I'm an Irish mother to 2 boys, born & bred in Dublin, Ireland. I like to cook simple & fresh food for the family, with the family on a budget.


  • kathryn

    Just back from Sweden where dinner plates are MUCH smaller and food is placed in the centre of the table for everyone, including small children, to take themselves. Result at the dinner tables I shared was that everyone took small portions of everything, cleared their plates, then took second helpings of what they liked best. No waste. I didn’t see a child turn down anything – quite amazing after life here, the UK and the USA. Family meals I was part of were fairly simple though they ranged from roasts to Janssen’s temptation. Lots of simply steamed veg, boiled potatoes, lightly pickled veg, cold cuts and salads

      • Irmhild

        Yes, I grew up with food in the middle of the table, too!
        And in addition to the meat, spuds and veg we always had apple sauce (stewed apple, no sugar), a favourite with the kids and older generation, and a salad, there usually was soup before the main, and always some kind of dessert!
        But there were my mum and my grandmother cooking, and cooking for 7-10 people most days, I wouldn’t be able to dish up that kind of variety every day myself!
        A lot of the salads and fruit dishes were homegrown and canned in jars, we wouldn’t have had the money to buy it all fresh. Yellow bean salad, green been salad, sour kraut, red cabbage, apple sauce, canned cherries, plums, pears…

  • kathryn

    On the chest freezer v upright issue I find it is essential to have both a stock book and a map for chest freezers so you don’t finish up with dead food at the bottom. I now have a clip for stock book and pencil sugrued onto mine, which is out in the shed. And I’ve got two small and one large upright in the house. I find I can afford organic meat if I buy a year’s supply at a time. Works out cheaper than conventional from the supermarket but you have to factor in the cost of the freezer and electricity. Sugru also mends broken fridge and freezer shelves 🙂
    And dead chest freezers make brilliant apple stores

    • Wholesome Ireland

      Very true. We got a small upright and I had a map along with list of meals/dishes.
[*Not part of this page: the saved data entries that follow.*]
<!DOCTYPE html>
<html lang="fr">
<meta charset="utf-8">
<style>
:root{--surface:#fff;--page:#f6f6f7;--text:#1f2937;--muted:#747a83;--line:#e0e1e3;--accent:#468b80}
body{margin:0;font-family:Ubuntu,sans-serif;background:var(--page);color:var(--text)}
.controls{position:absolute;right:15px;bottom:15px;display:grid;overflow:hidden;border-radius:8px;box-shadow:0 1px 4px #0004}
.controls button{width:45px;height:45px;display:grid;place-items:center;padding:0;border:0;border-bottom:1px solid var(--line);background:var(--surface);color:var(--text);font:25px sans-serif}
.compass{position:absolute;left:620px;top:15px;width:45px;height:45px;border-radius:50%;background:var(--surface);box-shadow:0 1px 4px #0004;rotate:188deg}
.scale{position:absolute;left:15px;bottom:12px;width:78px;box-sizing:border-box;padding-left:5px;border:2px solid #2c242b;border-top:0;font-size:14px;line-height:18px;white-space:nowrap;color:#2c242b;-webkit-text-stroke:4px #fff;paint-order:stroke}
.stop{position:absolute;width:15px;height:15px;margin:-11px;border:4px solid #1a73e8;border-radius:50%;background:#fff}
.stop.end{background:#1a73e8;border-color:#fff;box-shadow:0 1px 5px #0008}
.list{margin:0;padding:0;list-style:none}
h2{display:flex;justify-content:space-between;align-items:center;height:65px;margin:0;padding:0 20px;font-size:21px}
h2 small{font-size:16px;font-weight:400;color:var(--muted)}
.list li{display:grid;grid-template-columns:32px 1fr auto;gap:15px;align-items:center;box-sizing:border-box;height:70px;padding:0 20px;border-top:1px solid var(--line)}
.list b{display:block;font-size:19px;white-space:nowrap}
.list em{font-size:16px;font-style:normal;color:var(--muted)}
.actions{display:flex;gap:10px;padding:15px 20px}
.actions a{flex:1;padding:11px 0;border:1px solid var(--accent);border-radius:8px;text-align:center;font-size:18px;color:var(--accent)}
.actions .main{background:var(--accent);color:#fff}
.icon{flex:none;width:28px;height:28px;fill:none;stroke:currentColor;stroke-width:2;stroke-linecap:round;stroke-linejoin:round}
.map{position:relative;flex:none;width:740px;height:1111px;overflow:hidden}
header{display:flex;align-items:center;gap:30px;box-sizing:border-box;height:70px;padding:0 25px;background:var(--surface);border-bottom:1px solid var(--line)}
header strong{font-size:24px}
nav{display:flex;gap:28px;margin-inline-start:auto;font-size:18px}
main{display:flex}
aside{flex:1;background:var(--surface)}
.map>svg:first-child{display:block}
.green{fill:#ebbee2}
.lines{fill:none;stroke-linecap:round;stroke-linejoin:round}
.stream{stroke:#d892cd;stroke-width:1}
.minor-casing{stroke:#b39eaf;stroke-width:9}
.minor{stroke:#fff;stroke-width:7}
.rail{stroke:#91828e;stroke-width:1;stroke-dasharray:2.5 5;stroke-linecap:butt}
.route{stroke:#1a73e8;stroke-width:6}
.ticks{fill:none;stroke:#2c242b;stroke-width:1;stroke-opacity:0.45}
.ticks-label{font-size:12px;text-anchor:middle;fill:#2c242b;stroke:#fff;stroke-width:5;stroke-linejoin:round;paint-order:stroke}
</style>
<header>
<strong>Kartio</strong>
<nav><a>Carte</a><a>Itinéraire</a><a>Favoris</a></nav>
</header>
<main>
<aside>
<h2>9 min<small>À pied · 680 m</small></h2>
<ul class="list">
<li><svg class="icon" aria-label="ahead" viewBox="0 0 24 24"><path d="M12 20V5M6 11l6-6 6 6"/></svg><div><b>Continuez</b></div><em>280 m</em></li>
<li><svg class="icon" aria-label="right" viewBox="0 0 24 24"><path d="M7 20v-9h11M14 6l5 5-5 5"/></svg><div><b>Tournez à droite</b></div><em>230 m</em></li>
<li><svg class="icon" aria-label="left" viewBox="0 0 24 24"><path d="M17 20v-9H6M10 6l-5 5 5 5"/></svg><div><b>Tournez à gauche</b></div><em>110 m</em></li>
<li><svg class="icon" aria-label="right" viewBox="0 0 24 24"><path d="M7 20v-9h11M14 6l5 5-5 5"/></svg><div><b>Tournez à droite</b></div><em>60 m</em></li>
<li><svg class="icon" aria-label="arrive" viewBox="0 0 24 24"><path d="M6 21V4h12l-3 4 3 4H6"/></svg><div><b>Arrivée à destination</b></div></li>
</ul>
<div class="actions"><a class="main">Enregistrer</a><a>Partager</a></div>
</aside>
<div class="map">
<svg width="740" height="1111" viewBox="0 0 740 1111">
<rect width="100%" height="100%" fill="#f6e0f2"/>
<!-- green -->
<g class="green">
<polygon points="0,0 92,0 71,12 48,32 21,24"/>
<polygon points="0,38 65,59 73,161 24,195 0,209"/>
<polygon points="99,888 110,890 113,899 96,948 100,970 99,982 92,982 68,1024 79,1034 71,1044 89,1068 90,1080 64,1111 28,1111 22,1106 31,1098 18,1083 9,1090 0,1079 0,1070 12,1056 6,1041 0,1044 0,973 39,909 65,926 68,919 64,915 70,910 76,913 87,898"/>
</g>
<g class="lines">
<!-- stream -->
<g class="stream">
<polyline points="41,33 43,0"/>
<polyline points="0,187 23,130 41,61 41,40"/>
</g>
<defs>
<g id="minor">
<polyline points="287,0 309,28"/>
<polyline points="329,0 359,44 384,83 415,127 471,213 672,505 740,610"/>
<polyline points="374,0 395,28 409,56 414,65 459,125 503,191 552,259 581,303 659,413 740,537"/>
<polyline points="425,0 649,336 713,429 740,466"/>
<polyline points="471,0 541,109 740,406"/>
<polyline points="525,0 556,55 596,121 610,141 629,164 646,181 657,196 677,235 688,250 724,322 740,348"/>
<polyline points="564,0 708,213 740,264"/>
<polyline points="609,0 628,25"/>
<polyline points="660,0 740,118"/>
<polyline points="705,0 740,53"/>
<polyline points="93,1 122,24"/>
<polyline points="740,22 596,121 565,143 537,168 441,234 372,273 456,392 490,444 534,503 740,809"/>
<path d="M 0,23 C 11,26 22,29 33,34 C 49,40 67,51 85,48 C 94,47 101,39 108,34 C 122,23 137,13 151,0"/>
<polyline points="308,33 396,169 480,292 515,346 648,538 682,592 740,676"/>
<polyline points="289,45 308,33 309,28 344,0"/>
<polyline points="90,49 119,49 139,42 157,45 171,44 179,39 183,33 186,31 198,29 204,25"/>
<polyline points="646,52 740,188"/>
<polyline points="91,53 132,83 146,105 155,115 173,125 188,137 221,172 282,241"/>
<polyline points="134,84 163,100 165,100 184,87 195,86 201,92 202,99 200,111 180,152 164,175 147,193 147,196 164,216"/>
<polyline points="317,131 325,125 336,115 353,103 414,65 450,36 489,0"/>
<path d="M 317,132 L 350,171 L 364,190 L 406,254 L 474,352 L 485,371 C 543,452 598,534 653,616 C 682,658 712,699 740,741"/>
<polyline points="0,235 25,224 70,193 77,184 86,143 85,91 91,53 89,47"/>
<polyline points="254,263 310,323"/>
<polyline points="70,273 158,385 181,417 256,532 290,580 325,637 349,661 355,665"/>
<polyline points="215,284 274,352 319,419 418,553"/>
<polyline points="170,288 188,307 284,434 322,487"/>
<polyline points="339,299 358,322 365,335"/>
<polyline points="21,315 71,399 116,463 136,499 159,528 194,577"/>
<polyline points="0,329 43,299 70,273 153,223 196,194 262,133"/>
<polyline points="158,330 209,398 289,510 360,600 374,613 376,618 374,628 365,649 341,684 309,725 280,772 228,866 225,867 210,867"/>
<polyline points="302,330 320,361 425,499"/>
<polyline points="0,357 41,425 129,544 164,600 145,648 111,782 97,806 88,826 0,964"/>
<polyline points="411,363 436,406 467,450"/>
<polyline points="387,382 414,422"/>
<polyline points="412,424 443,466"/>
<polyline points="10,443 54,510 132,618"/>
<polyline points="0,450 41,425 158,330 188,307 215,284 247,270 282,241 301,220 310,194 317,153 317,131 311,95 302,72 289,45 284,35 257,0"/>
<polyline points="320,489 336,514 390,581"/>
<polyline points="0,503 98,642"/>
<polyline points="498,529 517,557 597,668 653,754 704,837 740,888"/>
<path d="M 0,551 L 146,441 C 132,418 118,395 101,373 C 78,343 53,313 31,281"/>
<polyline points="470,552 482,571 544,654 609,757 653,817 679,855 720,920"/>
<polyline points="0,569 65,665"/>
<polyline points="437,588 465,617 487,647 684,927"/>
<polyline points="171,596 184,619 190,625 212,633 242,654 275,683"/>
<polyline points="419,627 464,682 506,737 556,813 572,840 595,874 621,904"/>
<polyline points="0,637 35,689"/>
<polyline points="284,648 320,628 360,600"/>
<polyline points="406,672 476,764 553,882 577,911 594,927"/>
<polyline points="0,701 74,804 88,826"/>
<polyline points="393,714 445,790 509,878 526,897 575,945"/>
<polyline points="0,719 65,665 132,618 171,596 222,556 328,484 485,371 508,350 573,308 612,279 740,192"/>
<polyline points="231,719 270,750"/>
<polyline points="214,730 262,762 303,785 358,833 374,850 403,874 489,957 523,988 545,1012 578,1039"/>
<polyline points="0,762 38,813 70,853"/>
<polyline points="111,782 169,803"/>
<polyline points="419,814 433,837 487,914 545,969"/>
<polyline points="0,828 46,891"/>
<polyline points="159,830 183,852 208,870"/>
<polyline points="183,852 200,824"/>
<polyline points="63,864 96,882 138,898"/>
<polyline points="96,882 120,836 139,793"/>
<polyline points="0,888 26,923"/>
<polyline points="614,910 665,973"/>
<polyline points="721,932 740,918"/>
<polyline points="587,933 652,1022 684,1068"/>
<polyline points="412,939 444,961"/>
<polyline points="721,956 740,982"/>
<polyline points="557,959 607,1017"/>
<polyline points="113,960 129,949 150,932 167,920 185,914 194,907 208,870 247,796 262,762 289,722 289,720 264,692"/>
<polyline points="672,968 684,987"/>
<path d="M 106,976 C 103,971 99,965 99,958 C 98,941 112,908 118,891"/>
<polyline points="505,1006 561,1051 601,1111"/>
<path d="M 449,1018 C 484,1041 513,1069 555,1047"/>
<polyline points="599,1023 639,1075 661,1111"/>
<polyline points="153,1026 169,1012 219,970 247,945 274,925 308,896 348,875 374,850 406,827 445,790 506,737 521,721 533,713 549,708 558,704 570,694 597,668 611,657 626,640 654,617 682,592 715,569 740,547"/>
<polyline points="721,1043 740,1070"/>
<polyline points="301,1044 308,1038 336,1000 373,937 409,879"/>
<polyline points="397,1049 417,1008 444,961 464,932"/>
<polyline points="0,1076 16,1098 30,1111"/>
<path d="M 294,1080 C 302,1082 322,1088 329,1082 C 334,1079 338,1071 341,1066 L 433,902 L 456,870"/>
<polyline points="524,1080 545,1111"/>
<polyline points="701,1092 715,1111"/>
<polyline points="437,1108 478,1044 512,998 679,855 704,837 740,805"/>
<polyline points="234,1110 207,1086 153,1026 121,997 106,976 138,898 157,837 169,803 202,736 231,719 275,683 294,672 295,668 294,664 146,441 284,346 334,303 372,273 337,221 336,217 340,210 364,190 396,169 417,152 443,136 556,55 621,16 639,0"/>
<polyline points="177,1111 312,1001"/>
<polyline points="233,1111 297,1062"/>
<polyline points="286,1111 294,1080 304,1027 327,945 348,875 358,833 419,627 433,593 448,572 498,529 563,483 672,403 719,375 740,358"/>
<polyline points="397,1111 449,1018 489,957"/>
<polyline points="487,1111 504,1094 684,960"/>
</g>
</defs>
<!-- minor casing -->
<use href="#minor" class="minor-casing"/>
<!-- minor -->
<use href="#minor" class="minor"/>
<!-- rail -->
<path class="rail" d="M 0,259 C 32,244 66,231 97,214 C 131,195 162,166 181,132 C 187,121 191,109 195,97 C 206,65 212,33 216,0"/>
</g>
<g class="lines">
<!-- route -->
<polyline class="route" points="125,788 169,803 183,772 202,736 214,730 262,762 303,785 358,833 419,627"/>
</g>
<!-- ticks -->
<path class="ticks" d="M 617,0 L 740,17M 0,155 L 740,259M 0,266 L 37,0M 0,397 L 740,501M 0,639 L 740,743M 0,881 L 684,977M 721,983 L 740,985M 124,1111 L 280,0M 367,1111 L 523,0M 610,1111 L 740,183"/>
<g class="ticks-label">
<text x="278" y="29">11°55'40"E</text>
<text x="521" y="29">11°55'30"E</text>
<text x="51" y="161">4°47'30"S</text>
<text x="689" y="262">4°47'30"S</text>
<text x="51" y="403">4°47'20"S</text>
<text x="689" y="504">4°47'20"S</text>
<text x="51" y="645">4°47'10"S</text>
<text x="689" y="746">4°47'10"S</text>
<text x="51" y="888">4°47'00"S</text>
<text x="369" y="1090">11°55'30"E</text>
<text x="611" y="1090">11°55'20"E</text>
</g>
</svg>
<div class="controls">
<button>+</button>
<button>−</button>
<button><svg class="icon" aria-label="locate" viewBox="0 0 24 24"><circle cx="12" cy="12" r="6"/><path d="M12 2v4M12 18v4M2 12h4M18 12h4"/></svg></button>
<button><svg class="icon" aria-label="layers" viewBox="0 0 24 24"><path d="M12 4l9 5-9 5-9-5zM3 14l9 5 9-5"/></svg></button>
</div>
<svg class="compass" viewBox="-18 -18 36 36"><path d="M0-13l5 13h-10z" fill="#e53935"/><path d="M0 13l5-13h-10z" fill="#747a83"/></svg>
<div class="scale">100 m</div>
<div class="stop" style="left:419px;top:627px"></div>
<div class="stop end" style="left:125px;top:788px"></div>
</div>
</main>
It’s nearly empty at this stage, ready to be filled again and I rotate in the half/half fridge/freezer in the kitchen.

  • Nono

    Great post, full of common sense tips and clever ideas to make a meal last longer. I already do the 2 chicken breasts to spread over 2 adults and 1 child. I buy mine at Courtney Meat, a wholesaler that has a great choice of meat for a good price. My chicken breasts are 1 euro a pop and I buy them by 20, freeze them by 2 and that lasts me about 3 months…

  • CatherineAnn Minnock

    Love this. I’ve been working on my portion sizes lately. Most weight-loss tips are for people who eat nothing but fatty foods, but I didn’t really know what those of us who already eat relatively healthy foods would do… I’ll definitely try the smaller plate, it’s the most reasonable idea I’ve heard yet, aimed at real people!

  • Judi

    Rather that allow small blocks of cheese to fester in my fridge, I grate them and pop in a freezer bag. I use it in mashed potato (I also freeze that for shepherds/fish pie) and cheese sauce. If you have pickled gherkins left over, taking up space, in a huge jar, chop into slices and freeze (easy to defrost and have on hand in burger cooking months!) Another tip I find very useful. When you make crumble, make enough for more than one and freeze the rest in separate bags to use when you’ve got some old apples hanging about. I also do this with breadcrumbs, made from all the ends of loaves or stale baguettes. There’s nothing like these for gougons. I’ve also frozen digestive biscuit crumbs for cheesecake too…..Love your tips. Thanks Judi.

    • Wholesome Ireland

      Oh yes. I do the same with cheese, crumble and freezing biscuits, mash the lot. I’m a massive fan of making the most of the freezer to preserve your food! I’d not thought of doing that trick with gherkins, definitely going to try it out. Thanks Judi.